3. Aux termes de l'article L. 442-2 du code de l'éducation, dans sa rédaction applicable au litige : " I. - Mis en œuvre sous l'autorité conjointe du représentant de l'Etat dans le département et de l'autorité compétente en matière d'éducation, le contrôle de l'Etat sur les établissements d'enseignement privés qui ne sont pas liés à l'Etat par contrat se limite aux titres exigés des directeurs et des enseignants, à l'obligation scolaire, à l'instruction obligatoire, au respect de l'ordre public, à la prévention sanitaire et sociale et à la protection de l'enfance et de la jeunesse. / II.- Les établissements mentionnés au I communiquent chaque année à l'autorité de l'Etat compétente en matière d'éducation les noms des personnes exerçant des fonctions d'enseignement ainsi que les pièces attestant de leur identité, de leur âge, de leur nationalité et de leurs titres, dans des conditions fixées par décret. / L'autorité de l'Etat compétente en matière d'éducation prescrit le contrôle des classes hors contrat afin de s'assurer que l'enseignement qui y est dispensé respecte les normes minimales de connaissances requises par l'article L. 131-1-1 et que les élèves de ces classes ont accès au droit à l'éducation tel que celui-ci est défini par l'article L. 111-1. / Ce contrôle a lieu dans l'établissement d'enseignement privé dont relèvent ces classes hors contrat. / Un contrôle est réalisé au cours de la première année d'exercice d'un établissement privé. / Les résultats de ce contrôle sont notifiés au directeur de l'établissement avec l'indication du délai dans lequel il est mis en demeure de fournir ses explications ou d'améliorer la situation et des sanctions dont il serait l'objet dans le cas contraire. / En cas de refus de la part du directeur de l'établissement d'améliorer la situation et notamment de dispenser, malgré la mise en demeure de l'autorité de l'Etat compétente en matière d'éducation, un enseignement conforme à l'objet de l'instruction obligatoire, tel que celui-ci est défini par l'article L. 131-1-1, et qui permet aux élèves concernés l'acquisition progressive du socle commun défini à l'article L. 122-1-1, l'autorité académique avise le procureur de la République des faits susceptibles de constituer une infraction pénale, puis met en demeure les parents des élèves scolarisés dans l'établissement d'inscrire leur enfant dans un autre établissement, dans les quinze jours suivant la mise en demeure qui leur est faite (...) ".

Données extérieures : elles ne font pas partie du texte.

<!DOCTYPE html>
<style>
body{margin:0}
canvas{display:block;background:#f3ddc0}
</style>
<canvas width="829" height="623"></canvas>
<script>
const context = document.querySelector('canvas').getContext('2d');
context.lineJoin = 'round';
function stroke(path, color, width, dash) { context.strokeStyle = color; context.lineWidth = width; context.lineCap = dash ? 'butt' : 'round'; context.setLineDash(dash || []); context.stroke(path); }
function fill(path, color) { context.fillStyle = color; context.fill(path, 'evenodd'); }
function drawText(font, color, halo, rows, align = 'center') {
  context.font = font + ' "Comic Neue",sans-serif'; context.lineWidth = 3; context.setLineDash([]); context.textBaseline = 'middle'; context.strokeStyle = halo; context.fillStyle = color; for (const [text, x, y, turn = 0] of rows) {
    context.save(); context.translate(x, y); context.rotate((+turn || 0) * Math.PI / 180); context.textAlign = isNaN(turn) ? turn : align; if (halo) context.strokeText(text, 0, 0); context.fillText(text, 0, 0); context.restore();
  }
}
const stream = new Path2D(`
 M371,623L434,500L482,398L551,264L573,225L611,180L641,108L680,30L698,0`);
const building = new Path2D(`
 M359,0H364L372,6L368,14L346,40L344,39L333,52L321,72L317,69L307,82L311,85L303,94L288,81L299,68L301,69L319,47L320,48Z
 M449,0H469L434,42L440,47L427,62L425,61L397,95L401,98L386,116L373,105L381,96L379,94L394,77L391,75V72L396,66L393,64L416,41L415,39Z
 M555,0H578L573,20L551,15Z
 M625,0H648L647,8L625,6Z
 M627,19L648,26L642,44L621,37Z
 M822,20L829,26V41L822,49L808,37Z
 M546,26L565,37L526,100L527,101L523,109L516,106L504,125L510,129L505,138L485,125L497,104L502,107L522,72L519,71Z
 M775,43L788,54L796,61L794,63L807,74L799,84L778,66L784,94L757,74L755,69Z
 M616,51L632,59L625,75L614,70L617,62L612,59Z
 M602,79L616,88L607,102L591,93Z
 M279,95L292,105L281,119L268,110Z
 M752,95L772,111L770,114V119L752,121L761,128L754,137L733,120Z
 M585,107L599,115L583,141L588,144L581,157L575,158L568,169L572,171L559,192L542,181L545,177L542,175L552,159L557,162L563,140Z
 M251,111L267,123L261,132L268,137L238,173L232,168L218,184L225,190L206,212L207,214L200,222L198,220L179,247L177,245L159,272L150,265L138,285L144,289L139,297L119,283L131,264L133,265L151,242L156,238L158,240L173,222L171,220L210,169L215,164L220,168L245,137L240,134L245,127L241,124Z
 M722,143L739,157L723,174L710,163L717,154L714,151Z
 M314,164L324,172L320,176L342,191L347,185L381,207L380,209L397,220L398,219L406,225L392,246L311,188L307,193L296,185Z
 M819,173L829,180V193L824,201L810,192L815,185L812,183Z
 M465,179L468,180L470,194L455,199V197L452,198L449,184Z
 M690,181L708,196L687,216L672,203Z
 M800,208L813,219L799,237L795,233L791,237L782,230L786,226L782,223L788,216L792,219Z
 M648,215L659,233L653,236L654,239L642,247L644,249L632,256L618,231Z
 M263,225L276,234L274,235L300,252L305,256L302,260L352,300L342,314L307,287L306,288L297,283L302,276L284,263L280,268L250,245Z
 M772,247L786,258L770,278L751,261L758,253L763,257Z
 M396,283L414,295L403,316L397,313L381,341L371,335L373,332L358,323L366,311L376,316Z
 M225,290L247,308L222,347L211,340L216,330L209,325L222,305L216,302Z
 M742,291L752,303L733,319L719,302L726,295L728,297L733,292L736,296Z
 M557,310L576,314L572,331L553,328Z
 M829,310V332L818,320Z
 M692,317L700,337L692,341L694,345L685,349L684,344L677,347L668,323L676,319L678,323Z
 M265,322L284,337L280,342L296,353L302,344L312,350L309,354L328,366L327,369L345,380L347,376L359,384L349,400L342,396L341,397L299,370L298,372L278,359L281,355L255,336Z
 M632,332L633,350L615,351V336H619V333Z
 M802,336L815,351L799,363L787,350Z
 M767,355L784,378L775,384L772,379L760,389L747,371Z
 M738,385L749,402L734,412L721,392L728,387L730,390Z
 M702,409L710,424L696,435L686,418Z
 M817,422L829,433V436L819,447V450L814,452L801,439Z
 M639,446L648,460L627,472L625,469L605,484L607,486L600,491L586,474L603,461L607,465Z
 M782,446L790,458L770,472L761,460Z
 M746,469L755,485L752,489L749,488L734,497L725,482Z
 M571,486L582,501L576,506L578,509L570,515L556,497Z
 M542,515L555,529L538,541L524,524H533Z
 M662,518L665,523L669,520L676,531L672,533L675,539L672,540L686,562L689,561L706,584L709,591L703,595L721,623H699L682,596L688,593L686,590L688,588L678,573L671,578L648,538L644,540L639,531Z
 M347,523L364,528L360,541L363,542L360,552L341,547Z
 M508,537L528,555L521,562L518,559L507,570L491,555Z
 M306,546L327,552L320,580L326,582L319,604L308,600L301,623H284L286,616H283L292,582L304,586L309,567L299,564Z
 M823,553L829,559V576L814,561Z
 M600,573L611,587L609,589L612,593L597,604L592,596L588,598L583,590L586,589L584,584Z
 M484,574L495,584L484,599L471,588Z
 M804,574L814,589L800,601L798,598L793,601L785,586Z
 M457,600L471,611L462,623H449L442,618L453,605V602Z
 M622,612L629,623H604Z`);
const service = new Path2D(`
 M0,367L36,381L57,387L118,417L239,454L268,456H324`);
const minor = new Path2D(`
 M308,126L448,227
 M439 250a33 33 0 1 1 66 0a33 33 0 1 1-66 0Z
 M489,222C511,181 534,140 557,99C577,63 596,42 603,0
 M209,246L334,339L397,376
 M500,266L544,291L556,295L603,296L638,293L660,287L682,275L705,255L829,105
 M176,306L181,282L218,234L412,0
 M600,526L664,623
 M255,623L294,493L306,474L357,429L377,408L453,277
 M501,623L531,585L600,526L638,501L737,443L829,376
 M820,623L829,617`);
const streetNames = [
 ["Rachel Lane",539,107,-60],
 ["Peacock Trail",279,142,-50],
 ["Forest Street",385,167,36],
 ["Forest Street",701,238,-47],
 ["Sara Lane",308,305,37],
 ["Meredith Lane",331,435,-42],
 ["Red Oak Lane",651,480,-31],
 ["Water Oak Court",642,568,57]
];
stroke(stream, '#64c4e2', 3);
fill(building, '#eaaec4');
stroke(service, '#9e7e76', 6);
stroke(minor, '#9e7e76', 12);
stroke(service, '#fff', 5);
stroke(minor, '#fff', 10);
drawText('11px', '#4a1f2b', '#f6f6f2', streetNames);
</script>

4. Il résulte des dispositions citées au point 3 que la mise en demeure adressée, à la suite du contrôle d'un établissement privé hors contrat, au directeur de ce dernier, peut lui imposer, au vu des manquements constatés lors de ce contrôle, notamment au regard de l'obligation de dispenser un enseignement conforme à l'objet de l'instruction obligatoire, non seulement de fournir des explications, mais aussi d'engager les actions nécessaires, qu'elle doit exposer de manière précise et circonstanciée, pour remédier aux manquements que l'autorité de l'Etat compétente en matière d'éducation estime constitués, et ce dans un délai déterminé. En cas de refus du directeur de l'établissement contrôlé, en dépit de la mise en demeure qui lui a été adressée, d'améliorer la situation et notamment de dispenser un enseignement conforme à l'objet de l'instruction obligatoire, l'autorité académique avise le procureur de la République des faits susceptibles de constituer une infraction pénale et, dans cette hypothèse, met en demeure les parents des élèves scolarisés dans l'établissement d'inscrire leurs enfants dans un autre établissement. Il lui appartient, pour prendre ces décisions, de porter une appréciation sur les suites apportées à la mise en demeure et l'étendue des manquements subsistant le cas échéant. L'autorité académique ne saurait être regardée comme placée en situation de compétence liée pour prendre ces décisions, la circonstance qu'elle soit tenue, si son appréciation la conduit à estimer être en présence de faits susceptibles de constituer une infraction pénale, simultanément d'en aviser le procureur de la République et de mettre les parents d'élèves en demeure d'inscrire leurs enfants dans un autre établissement étant à cet égard sans incidence.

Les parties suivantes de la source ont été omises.